Institute of Chronic Kidney Disease, Wenzhou Medical University, Wenzhou, 325000, Zhejiang, People's Republic of China.
Eur J Med Res. 2023 Feb 2;28(1):60. doi: 10.1186/s40001-023-01022-9.
Referring to the International Society of Nephrology/Renal Pathology Society (ISN/RPS) 2018 pathological classification, we aim to reveal the significance of cellular/fibrocellular crescents in lupus nephritis (LN) patients.
Patients with LN proven by renal biopsy at the First Affiliated Hospital of Wenzhou Medical University from December 2001 to November 2017 were identified, and eligible cases were divided into two groups according to the presence or absence of cellular/fibrocellular crescents in renal biopsy tissues.
A total of 401 LN patients were identified from our follow-up database, and 296 eligible LN patients were enrolled in the study. Of these patients, 146 patients in the group without cellular/fibrocellular crescents (non-crescent group) and 150 patients in the group with cellular/fibrocellular crescents (Crescent group). The median follow-up time of patients was 47 months, and a total of 54 patients progressed to the composite endpoint. Crescent group had higher serum creatinine, lower serum albumin, higher systemic lupus erythematosus (SLE) disease activity index, and higher activity index of renal tissue. The interaction between cellular/fibrocellular crescents and proteinuria at baseline was associated with the prognostic risk of LN (P = 0.006). In the group with proteinuria < 3.5 g/24 h, the prognosis of crescent group was significantly worse than of non-crescent group (P < 0.001), while in the group with proteinuria ≥ 3.5 g/24 h, there was no significant relationship between crescents and prognosis (p = 0.452). By multivariable Cox hazard analysis, positive anti-dsDNA, chronic index of renal biopsy tissue, cellular/fibrocellular crescents and its interaction with 24 h proteinuria were independent risk factors for poor prognosis of LN.
LN patients with cellular/fibrocellular crescents had more severe and active disease features, and cellular/fibrocellular crescents is a risk factor for poor prognosis of LN. There was an interaction between cellular/fibrocellular crescents and proteinuria in predicting poor prognosis, and among patients with low levels of proteinuria at the time of renal biopsy, those with crescents had a worse long-term prognosis than those without crescents.
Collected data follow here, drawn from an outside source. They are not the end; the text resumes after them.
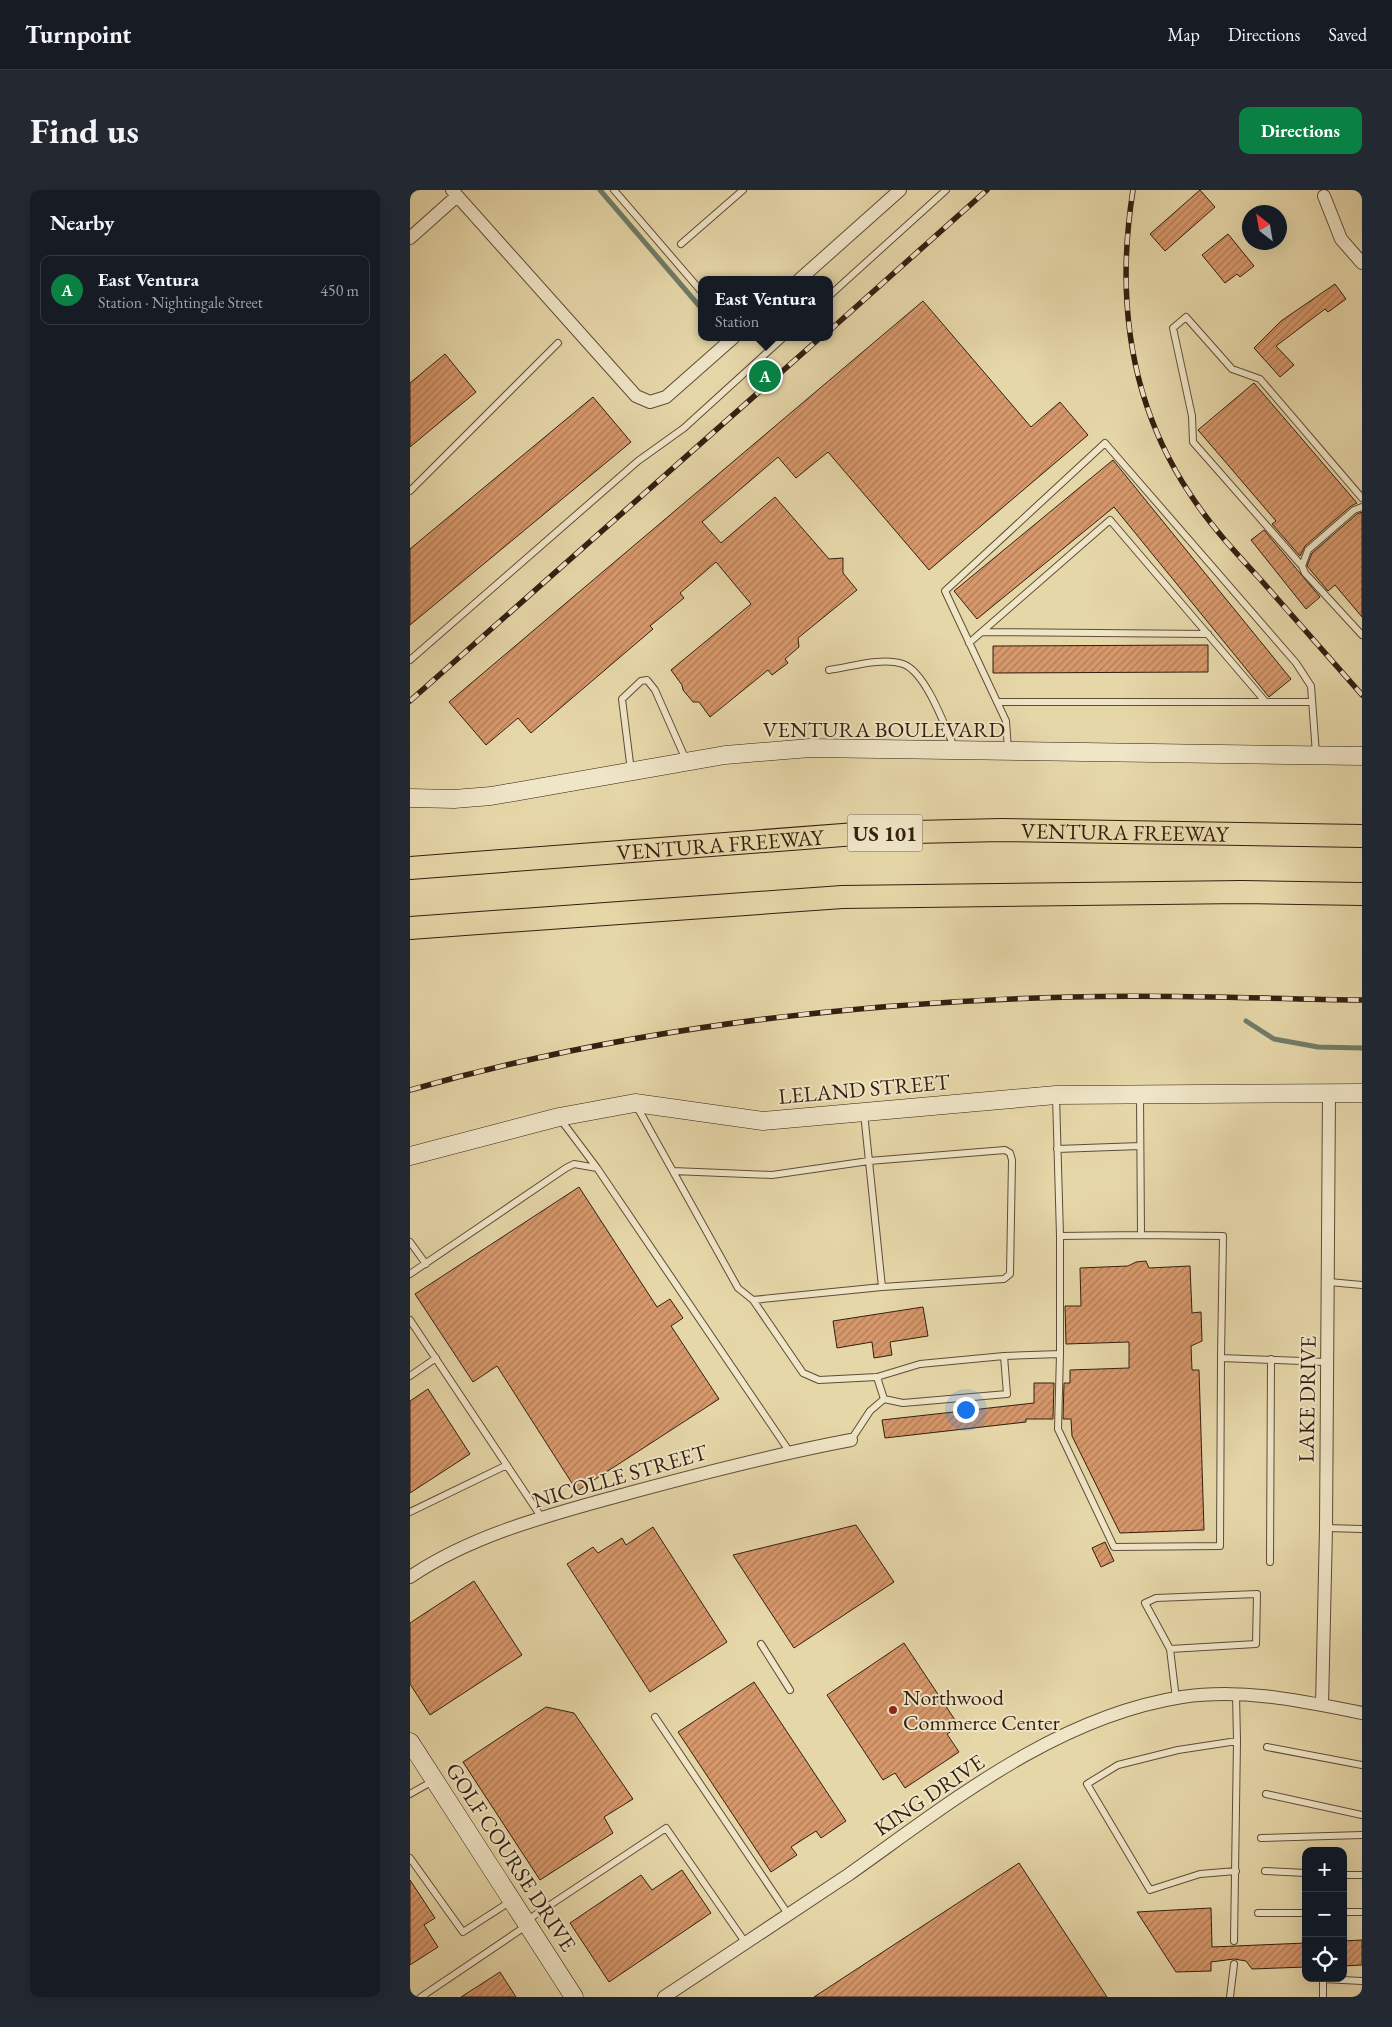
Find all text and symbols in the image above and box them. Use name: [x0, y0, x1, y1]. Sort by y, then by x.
text: Turnpoint: [25, 19, 131, 50]
text: Map: [1168, 23, 1200, 46]
text: Directions: [1228, 23, 1300, 46]
text: Saved: [1328, 23, 1367, 46]
button: Directions: [1239, 107, 1362, 154]
text: Find us: [30, 108, 139, 153]
north arrow: [1242, 205, 1287, 250]
text: Nearby: [50, 209, 114, 236]
text: East Ventura: [98, 267, 199, 292]
popup: [698, 276, 833, 341]
text: A: [61, 280, 73, 301]
text: 450 m: [320, 280, 359, 301]
text: East Ventura: [715, 286, 816, 311]
text: Station · Nightingale Street: [98, 292, 263, 313]
text: Station: [715, 311, 759, 332]
pin: A: [749, 357, 781, 395]
street label: VENTURA BOULEVARD: [763, 715, 1005, 744]
road number: US 101: [848, 814, 922, 851]
street label: VENTURA FREEWAY: [1021, 816, 1230, 848]
street label: VENTURA FREEWAY: [616, 822, 826, 867]
street label: LELAND STREET: [777, 1067, 951, 1111]
street label: LAKE DRIVE: [1291, 1335, 1323, 1463]
your location: [953, 1397, 979, 1423]
street label: NICOLLE STREET: [529, 1437, 711, 1515]
place label: Northwood Commerce Center: [903, 1683, 1060, 1737]
marker: Northwood Commerce Center: [887, 1704, 899, 1716]
street label: KING DRIVE: [868, 1747, 990, 1843]
street label: GOLF COURSE DRIVE: [439, 1757, 583, 1957]
map controls: [1302, 1847, 1347, 1982]
button: +: [1302, 1847, 1347, 1892]
button: −: [1302, 1892, 1347, 1937]
button: locate: [1302, 1937, 1347, 1982]

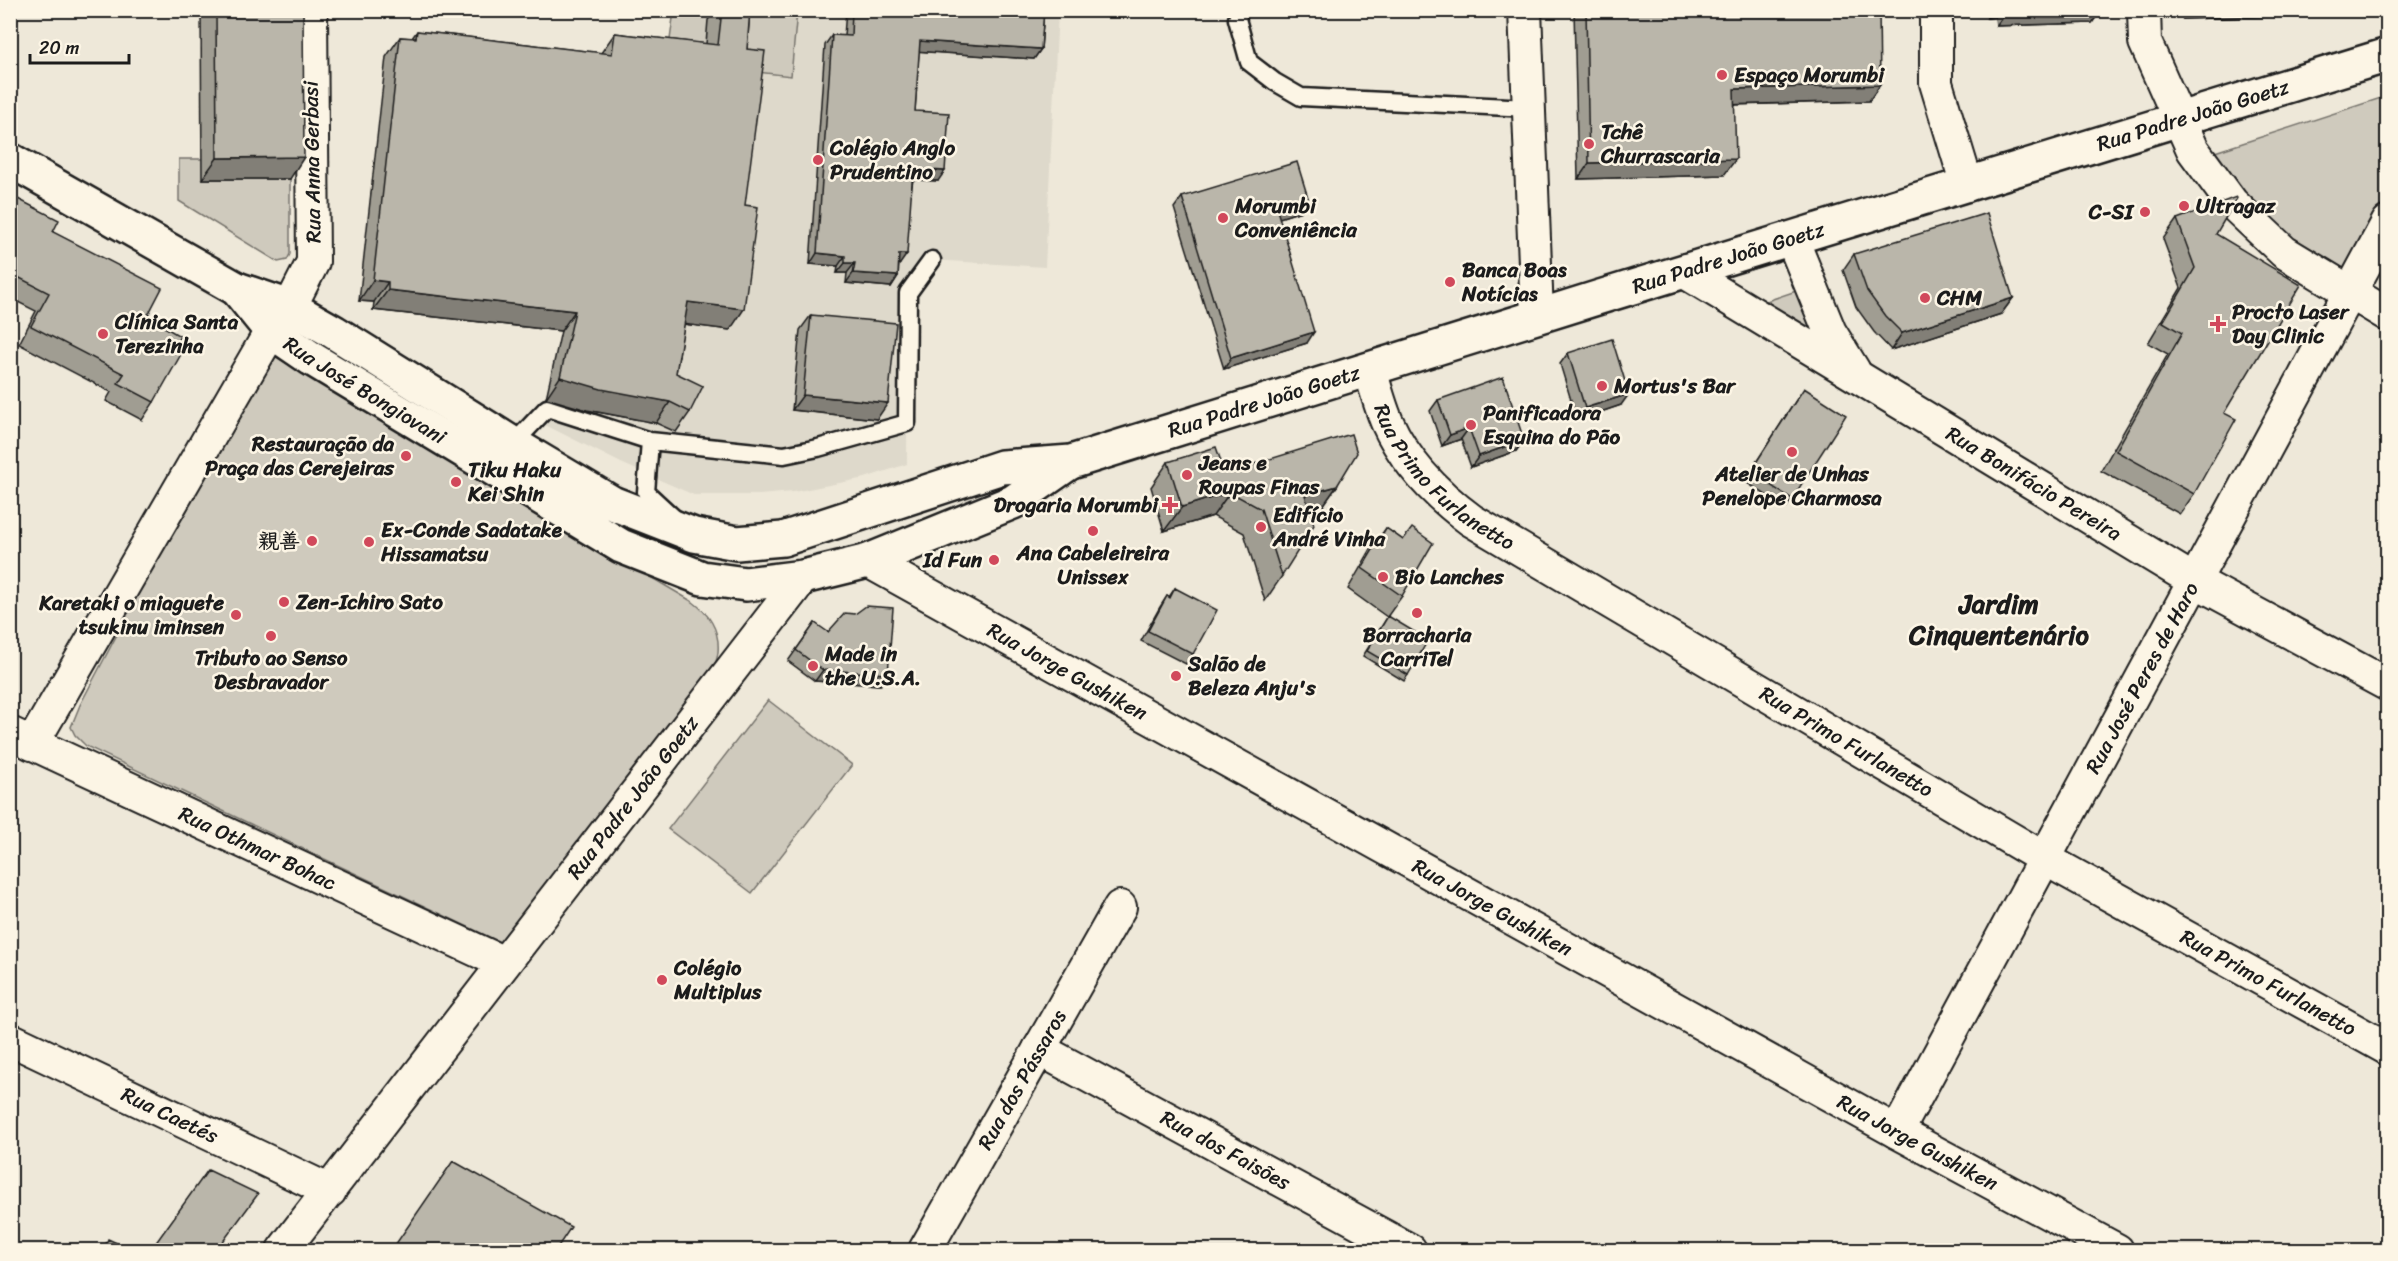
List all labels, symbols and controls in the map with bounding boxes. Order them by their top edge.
scale bar [30,27,129,65]
text: 20 m [39,32,79,64]
place label: Espaço Morumbi [1734,56,1885,94]
street label: Rua Padre João Goetz [2092,67,2295,163]
marker: Espaço Morumbi [1715,68,1729,82]
street label: Rua Anna Gerbasi [292,79,332,244]
place label: Tchê Churrascaria [1600,113,1721,175]
place label: Colégio Anglo Prudentino [829,129,956,191]
marker: Tchê Churrascaria [1582,137,1596,151]
marker: Colégio Anglo Prudentino [811,153,825,167]
place label: Morumbi Conveniência [1234,187,1358,249]
place label: Ultragaz [2196,187,2276,225]
place label: C-SI [2088,193,2135,231]
marker: Ultragaz [2177,199,2191,213]
marker: C-SI [2138,205,2152,219]
street label: Rua Padre João Goetz [1627,210,1830,305]
marker: Morumbi Conveniência [1216,211,1230,225]
place label: Banca Boas Notícias [1461,251,1567,313]
marker: Banca Boas Notícias [1443,275,1457,289]
place label: CHM [1936,279,1982,317]
marker: CHM [1918,291,1932,305]
place label: Procto Laser Day Clinic [2232,293,2351,355]
place label: Clínica Santa Terezinha [114,303,239,365]
marker: Procto Laser Day Clinic [2209,315,2227,333]
street label: Rua José Bongiovani [275,325,455,456]
marker: Clínica Santa Terezinha [96,327,110,341]
street label: Rua Padre João Goetz [1163,353,1366,449]
place label: Mortus's Bar [1613,367,1737,405]
marker: Mortus's Bar [1595,379,1609,393]
place label: Panificadora Esquina do Pão [1483,394,1620,456]
street label: Rua Primo Furlanetto [1363,399,1523,561]
street label: Rua Bonifácio Pereira [1938,415,2130,552]
marker: Panificadora Esquina do Pão [1464,418,1478,432]
place label: Restauração da Praça das Cerejeiras [205,425,395,487]
place label: Jeans e Roupas Finas [1198,444,1321,506]
marker: Atelier de Unhas Penelope Charmosa [1785,445,1799,459]
marker: Restauração da Praça das Cerejeiras [399,449,413,463]
place label: Tiku Haku Kei Shin [467,451,562,513]
place label: Atelier de Unhas Penelope Charmosa [1702,455,1882,517]
marker: Jeans e Roupas Finas [1180,468,1194,482]
marker: Tiku Haku Kei Shin [449,475,463,489]
place label: Drogaria Morumbi [994,486,1159,524]
place label: Edifício André Vinha [1272,496,1387,558]
marker: Drogaria Morumbi [1163,498,1177,512]
place label: Ex-Conde Sadatake Hissamatsu [380,511,563,573]
marker: Edifício André Vinha [1254,520,1268,534]
place label: 親善 [258,522,300,560]
marker: Ana Cabeleireira Unissex [1086,524,1100,538]
marker: 親善 [305,534,319,548]
place label: Ana Cabeleireira Unissex [1016,534,1171,596]
marker: Ex-Conde Sadatake Hissamatsu [362,535,376,549]
place label: Id Fun [922,541,983,579]
marker: Id Fun [987,553,1001,567]
place label: Bio Lanches [1395,558,1505,596]
marker: Bio Lanches [1376,570,1390,584]
street label: Rua José Peres de Haro [2074,574,2210,781]
district label: Jardim Cinquentenário [1908,580,2090,659]
place label: Zen-Ichiro Sato [295,583,443,621]
place label: Karetaki o miaguete tsukinu iminsen [38,584,225,646]
marker: Zen-Ichiro Sato [277,595,291,609]
marker: Borracharia CarriTel [1410,606,1424,620]
marker: Karetaki o miaguete tsukinu iminsen [229,608,243,622]
street label: Rua Jorge Gushiken [980,612,1155,732]
place label: Borracharia CarriTel [1363,616,1473,678]
marker: Tributo ao Senso Desbravador [264,629,278,643]
place label: Made in the U.S.A. [824,635,921,697]
place label: Tributo ao Senso Desbravador [195,639,348,701]
place label: Salão de Beleza Anju's [1187,645,1316,707]
marker: Made in the U.S.A. [806,659,820,673]
marker: Salão de Beleza Anju's [1169,669,1183,683]
street label: Rua Primo Furlanetto [1752,675,1941,808]
street label: Rua Padre João Goetz [557,706,709,888]
street label: Rua Othmar Bohac [172,795,343,902]
street label: Rua Jorge Gushiken [1405,847,1580,967]
street label: Rua Primo Furlanetto [2173,918,2364,1047]
place label: Colégio Multiplus [673,949,762,1011]
marker: Colégio Multiplus [655,973,669,987]
street label: Rua dos Pássaros [967,1002,1077,1157]
street label: Rua Caetés [115,1075,225,1155]
street label: Rua Jorge Gushiken [1830,1083,2005,1202]
street label: Rua dos Faisões [1153,1099,1298,1201]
参照国际肾脏病学会/肾脏病理学会(ISN/RPS)2018 年的病理分类,我们旨在揭示细胞/纤维细胞新月体在狼疮性肾炎(LN)患者中的意义。
在温州医科大学附属第一医院,我们通过肾脏活检证实了 2001 年 12 月至 2017 年 11 月间的 LN 患者,将符合条件的患者根据肾活检组织中是否存在细胞/纤维细胞新月体分为两组。
我们的随访数据库中共确定了 401 例 LN 患者,其中 296 例符合条件的 LN 患者纳入研究。其中,无细胞/纤维细胞新月体(无新月体组)的 146 例患者和有细胞/纤维细胞新月体(新月体组)的 150 例患者。患者的中位随访时间为 47 个月,共有 54 例患者进展为复合终点。新月体组患者的血清肌酐更高,血清白蛋白更低,系统性红斑狼疮(SLE)疾病活动指数更高,肾组织活动指数更高。细胞/纤维细胞新月体与基线蛋白尿的相互作用与 LN 的预后风险相关(P=0.006)。在蛋白尿<3.5g/24h 的组中,新月体组的预后明显差于无新月体组(P<0.001),而在蛋白尿≥3.5g/24h 的组中,新月体与预后之间无显著关系(p=0.452)。多变量 Cox 风险分析显示,抗 dsDNA 阳性、肾活检组织慢性指数、细胞/纤维细胞新月体及其与 24h 蛋白尿的相互作用是 LN 预后不良的独立危险因素。
LN 患者有细胞/纤维细胞新月体,其疾病特征更严重、更活跃,细胞/纤维细胞新月体是 LN 预后不良的危险因素。细胞/纤维细胞新月体与蛋白尿在预测不良预后方面存在相互作用,在肾活检时蛋白尿水平较低的患者中,有新月体的患者预后较无新月体的患者差。